Your objective: The records below need to be repeated exactly, though not their pictures.
─── Record set
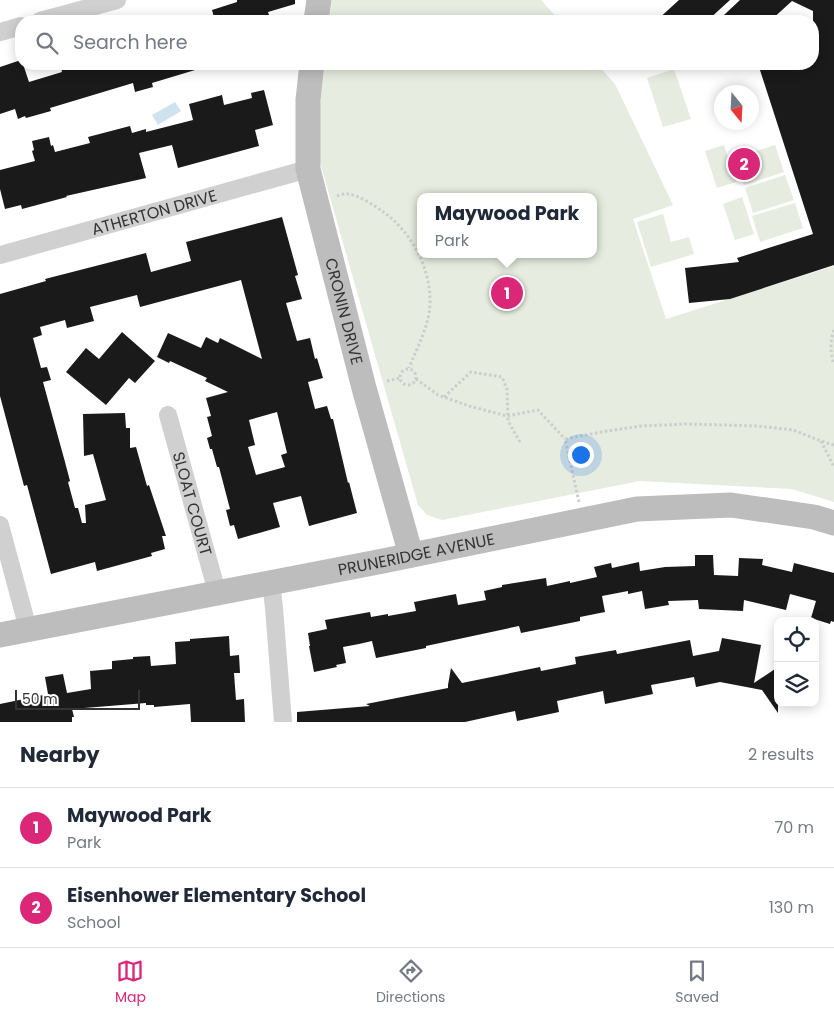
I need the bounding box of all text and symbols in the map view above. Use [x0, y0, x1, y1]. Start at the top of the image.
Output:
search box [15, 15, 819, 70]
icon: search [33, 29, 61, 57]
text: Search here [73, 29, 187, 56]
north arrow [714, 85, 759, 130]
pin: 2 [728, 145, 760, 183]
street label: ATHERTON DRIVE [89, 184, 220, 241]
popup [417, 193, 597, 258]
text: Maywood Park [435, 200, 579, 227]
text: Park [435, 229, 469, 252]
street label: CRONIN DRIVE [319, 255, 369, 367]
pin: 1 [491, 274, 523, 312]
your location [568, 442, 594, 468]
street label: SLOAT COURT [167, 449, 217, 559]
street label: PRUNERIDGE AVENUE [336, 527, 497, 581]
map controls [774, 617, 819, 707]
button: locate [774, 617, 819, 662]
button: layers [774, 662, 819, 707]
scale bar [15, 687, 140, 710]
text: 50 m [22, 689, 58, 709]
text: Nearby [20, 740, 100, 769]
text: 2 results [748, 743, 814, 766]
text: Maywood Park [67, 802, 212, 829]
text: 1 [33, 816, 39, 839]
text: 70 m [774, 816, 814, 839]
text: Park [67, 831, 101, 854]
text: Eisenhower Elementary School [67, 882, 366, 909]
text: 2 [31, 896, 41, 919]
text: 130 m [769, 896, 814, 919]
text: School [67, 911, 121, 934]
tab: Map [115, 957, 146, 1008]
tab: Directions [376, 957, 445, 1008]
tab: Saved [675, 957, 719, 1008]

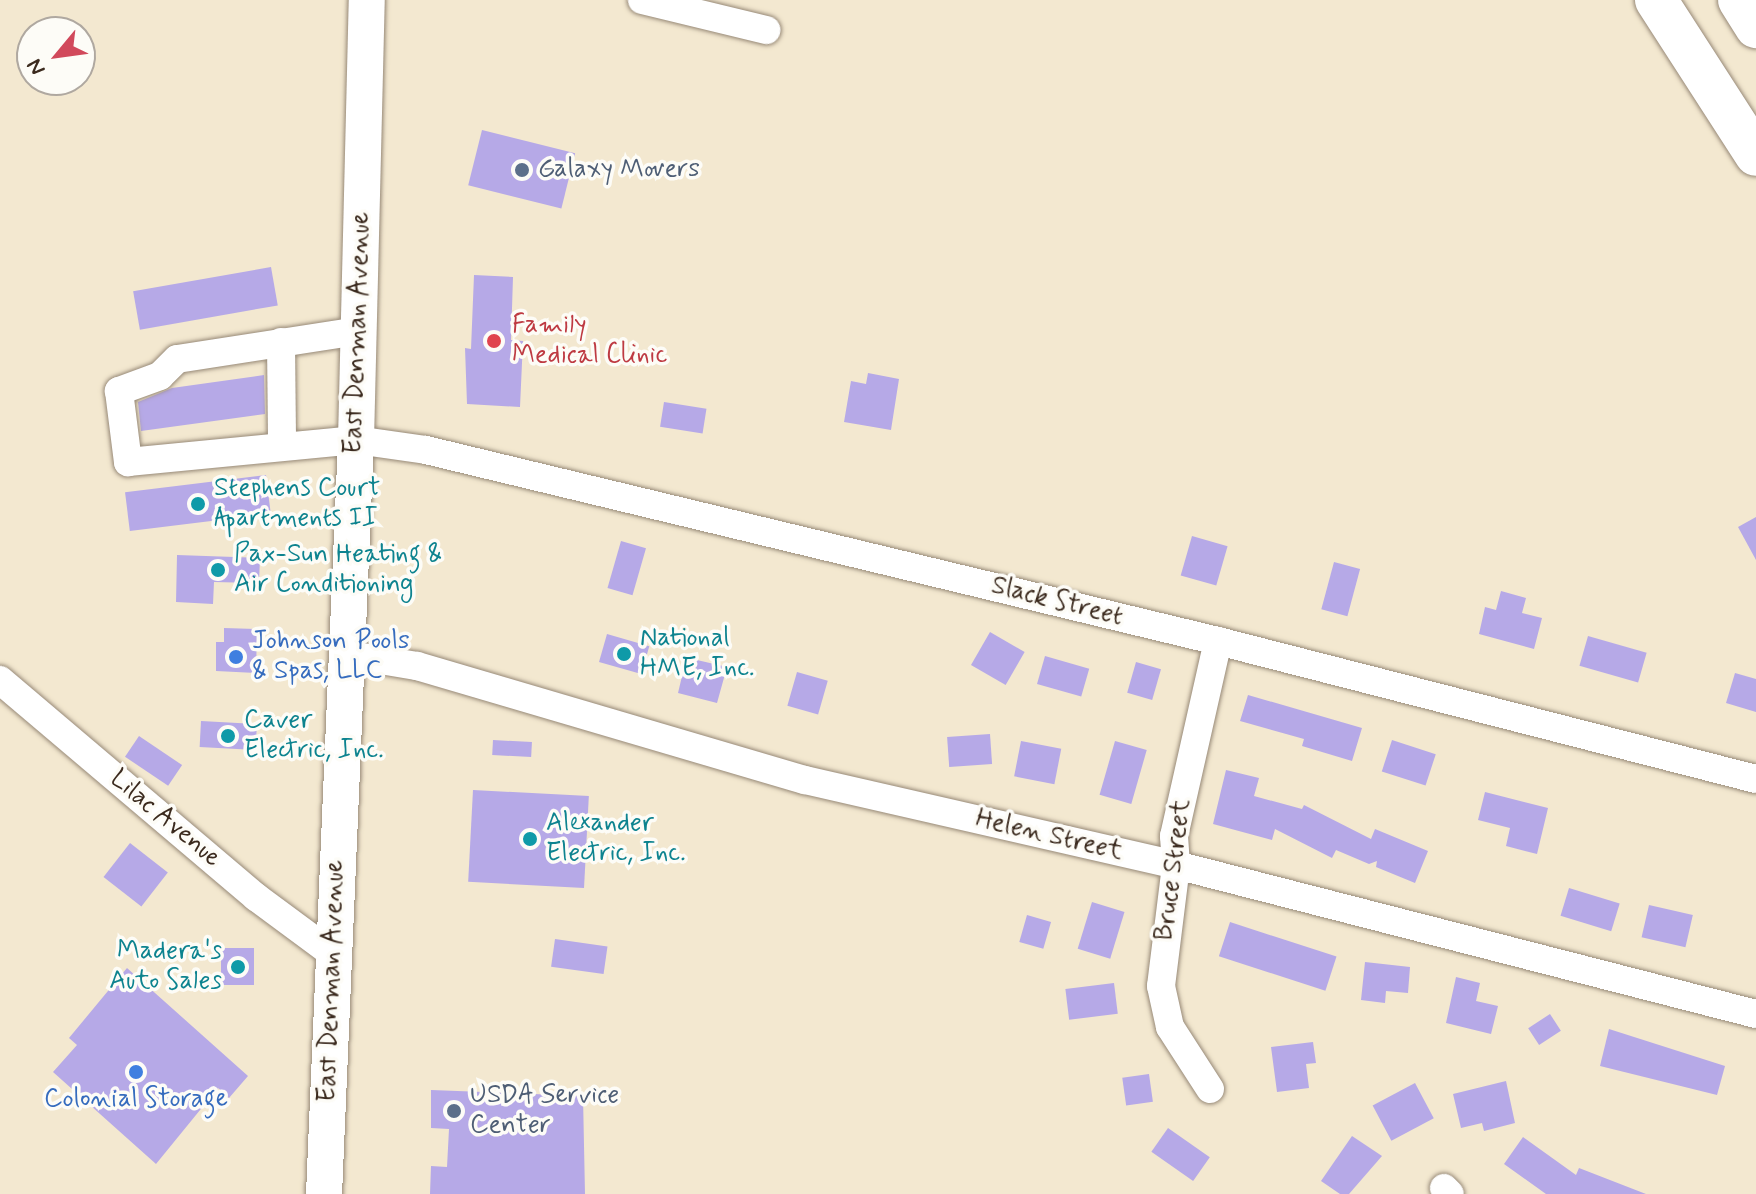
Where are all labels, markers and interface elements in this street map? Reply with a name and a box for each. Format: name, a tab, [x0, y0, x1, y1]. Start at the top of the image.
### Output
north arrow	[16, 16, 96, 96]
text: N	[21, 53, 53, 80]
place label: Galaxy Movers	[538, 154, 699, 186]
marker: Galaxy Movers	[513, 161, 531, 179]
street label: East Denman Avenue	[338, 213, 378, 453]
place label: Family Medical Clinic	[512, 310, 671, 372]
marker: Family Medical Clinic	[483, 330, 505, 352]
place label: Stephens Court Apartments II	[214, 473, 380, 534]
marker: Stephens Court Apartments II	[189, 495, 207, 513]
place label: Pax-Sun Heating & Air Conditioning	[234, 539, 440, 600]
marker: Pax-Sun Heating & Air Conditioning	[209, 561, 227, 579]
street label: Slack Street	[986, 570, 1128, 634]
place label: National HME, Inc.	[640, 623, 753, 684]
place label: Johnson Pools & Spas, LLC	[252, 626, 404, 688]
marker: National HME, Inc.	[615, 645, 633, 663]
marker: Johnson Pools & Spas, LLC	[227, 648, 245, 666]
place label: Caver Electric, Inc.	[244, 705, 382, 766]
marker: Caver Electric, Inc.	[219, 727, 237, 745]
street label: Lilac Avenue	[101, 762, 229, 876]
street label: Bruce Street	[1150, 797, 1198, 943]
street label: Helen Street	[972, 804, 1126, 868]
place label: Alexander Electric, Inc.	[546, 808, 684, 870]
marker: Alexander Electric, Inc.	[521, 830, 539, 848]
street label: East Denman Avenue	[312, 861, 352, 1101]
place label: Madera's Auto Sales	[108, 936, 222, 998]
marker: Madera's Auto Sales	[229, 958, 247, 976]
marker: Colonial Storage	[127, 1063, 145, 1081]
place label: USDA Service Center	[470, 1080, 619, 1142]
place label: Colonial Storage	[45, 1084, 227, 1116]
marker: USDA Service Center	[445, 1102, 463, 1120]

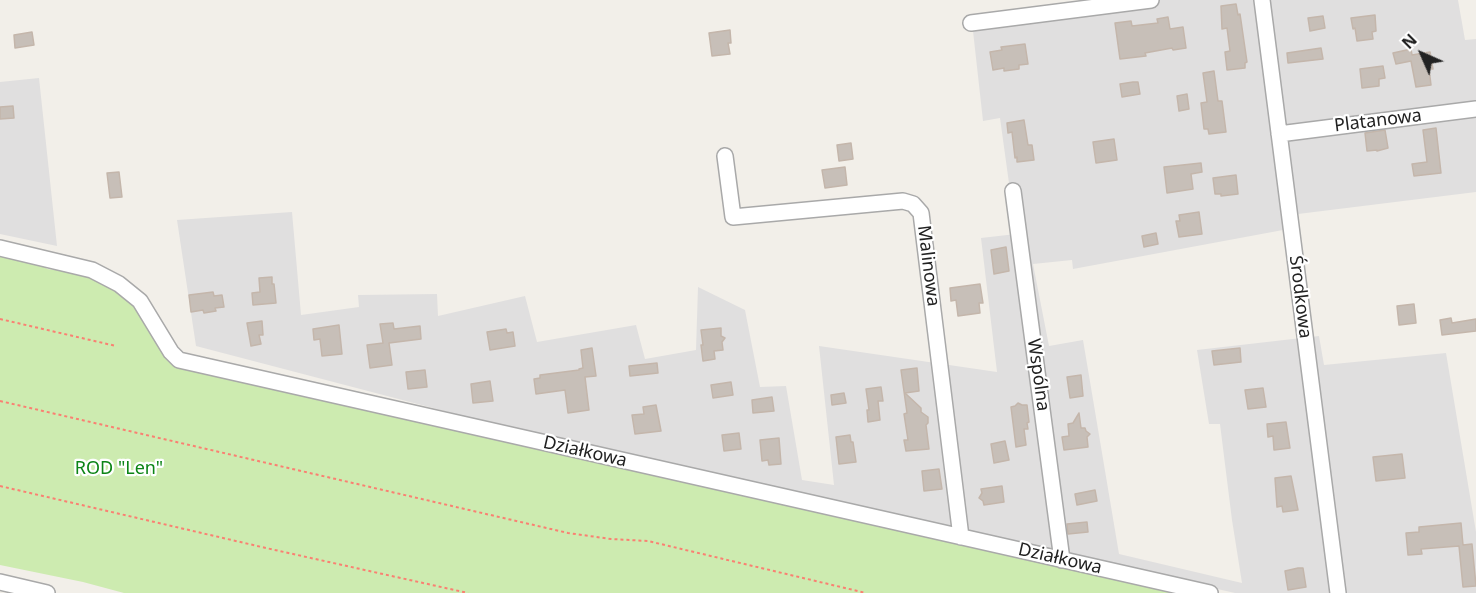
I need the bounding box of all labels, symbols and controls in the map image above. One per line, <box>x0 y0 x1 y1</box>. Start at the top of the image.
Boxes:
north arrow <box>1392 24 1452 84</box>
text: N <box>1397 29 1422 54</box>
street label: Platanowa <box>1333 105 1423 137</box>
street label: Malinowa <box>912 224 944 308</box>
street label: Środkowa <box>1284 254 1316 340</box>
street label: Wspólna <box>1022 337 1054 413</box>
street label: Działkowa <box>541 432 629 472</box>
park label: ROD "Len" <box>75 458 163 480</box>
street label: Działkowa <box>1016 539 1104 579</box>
──────
The answer:
I need the bounding box of all text and symbols in the map view above. Use [x0, y0, x1, y1]. Start at the top of the image.
Output:
search box [15, 15, 819, 70]
icon: search [33, 29, 61, 57]
text: Search here [73, 29, 187, 56]
north arrow [714, 85, 759, 130]
pin: 2 [728, 145, 760, 183]
street label: ATHERTON DRIVE [89, 184, 220, 241]
popup [417, 193, 597, 258]
text: Maywood Park [435, 200, 579, 227]
text: Park [435, 229, 469, 252]
street label: CRONIN DRIVE [319, 255, 369, 367]
pin: 1 [491, 274, 523, 312]
your location [568, 442, 594, 468]
street label: SLOAT COURT [167, 449, 217, 559]
street label: PRUNERIDGE AVENUE [336, 527, 497, 581]
map controls [774, 617, 819, 707]
button: locate [774, 617, 819, 662]
button: layers [774, 662, 819, 707]
scale bar [15, 687, 140, 710]
text: 50 m [22, 689, 58, 709]
text: Nearby [20, 740, 100, 769]
text: 2 results [748, 743, 814, 766]
text: Maywood Park [67, 802, 212, 829]
text: 1 [33, 816, 39, 839]
text: 70 m [774, 816, 814, 839]
text: Park [67, 831, 101, 854]
text: Eisenhower Elementary School [67, 882, 366, 909]
text: 2 [31, 896, 41, 919]
text: 130 m [769, 896, 814, 919]
text: School [67, 911, 121, 934]
tab: Map [115, 957, 146, 1008]
tab: Directions [376, 957, 445, 1008]
tab: Saved [675, 957, 719, 1008]

Where are all labels, markers and interface elements in this street map? Reply with a name and a box for each. Format: name, a tab, [x0, y0, x1, y1]. Start at the top of the image.
### Output
north arrow	[16, 16, 96, 96]
text: N	[21, 53, 53, 80]
place label: Galaxy Movers	[538, 154, 699, 186]
marker: Galaxy Movers	[513, 161, 531, 179]
street label: East Denman Avenue	[338, 213, 378, 453]
place label: Family Medical Clinic	[512, 310, 671, 372]
marker: Family Medical Clinic	[483, 330, 505, 352]
place label: Stephens Court Apartments II	[214, 473, 380, 534]
marker: Stephens Court Apartments II	[189, 495, 207, 513]
place label: Pax-Sun Heating & Air Conditioning	[234, 539, 440, 600]
marker: Pax-Sun Heating & Air Conditioning	[209, 561, 227, 579]
street label: Slack Street	[986, 570, 1128, 634]
place label: National HME, Inc.	[640, 623, 753, 684]
place label: Johnson Pools & Spas, LLC	[252, 626, 404, 688]
marker: National HME, Inc.	[615, 645, 633, 663]
marker: Johnson Pools & Spas, LLC	[227, 648, 245, 666]
place label: Caver Electric, Inc.	[244, 705, 382, 766]
marker: Caver Electric, Inc.	[219, 727, 237, 745]
street label: Lilac Avenue	[101, 762, 229, 876]
street label: Bruce Street	[1150, 797, 1198, 943]
street label: Helen Street	[972, 804, 1126, 868]
place label: Alexander Electric, Inc.	[546, 808, 684, 870]
marker: Alexander Electric, Inc.	[521, 830, 539, 848]
street label: East Denman Avenue	[312, 861, 352, 1101]
place label: Madera's Auto Sales	[108, 936, 222, 998]
marker: Madera's Auto Sales	[229, 958, 247, 976]
marker: Colonial Storage	[127, 1063, 145, 1081]
place label: USDA Service Center	[470, 1080, 619, 1142]
place label: Colonial Storage	[45, 1084, 227, 1116]
marker: USDA Service Center	[445, 1102, 463, 1120]

I need the bounding box of all labels, symbols and controls in the map image above. One per line, <box>x0 y0 x1 y1</box>. Start at the top of the image.
Boxes:
north arrow <box>1392 24 1452 84</box>
text: N <box>1397 29 1422 54</box>
street label: Platanowa <box>1333 105 1423 137</box>
street label: Malinowa <box>912 224 944 308</box>
street label: Środkowa <box>1284 254 1316 340</box>
street label: Wspólna <box>1022 337 1054 413</box>
street label: Działkowa <box>541 432 629 472</box>
park label: ROD "Len" <box>75 458 163 480</box>
street label: Działkowa <box>1016 539 1104 579</box>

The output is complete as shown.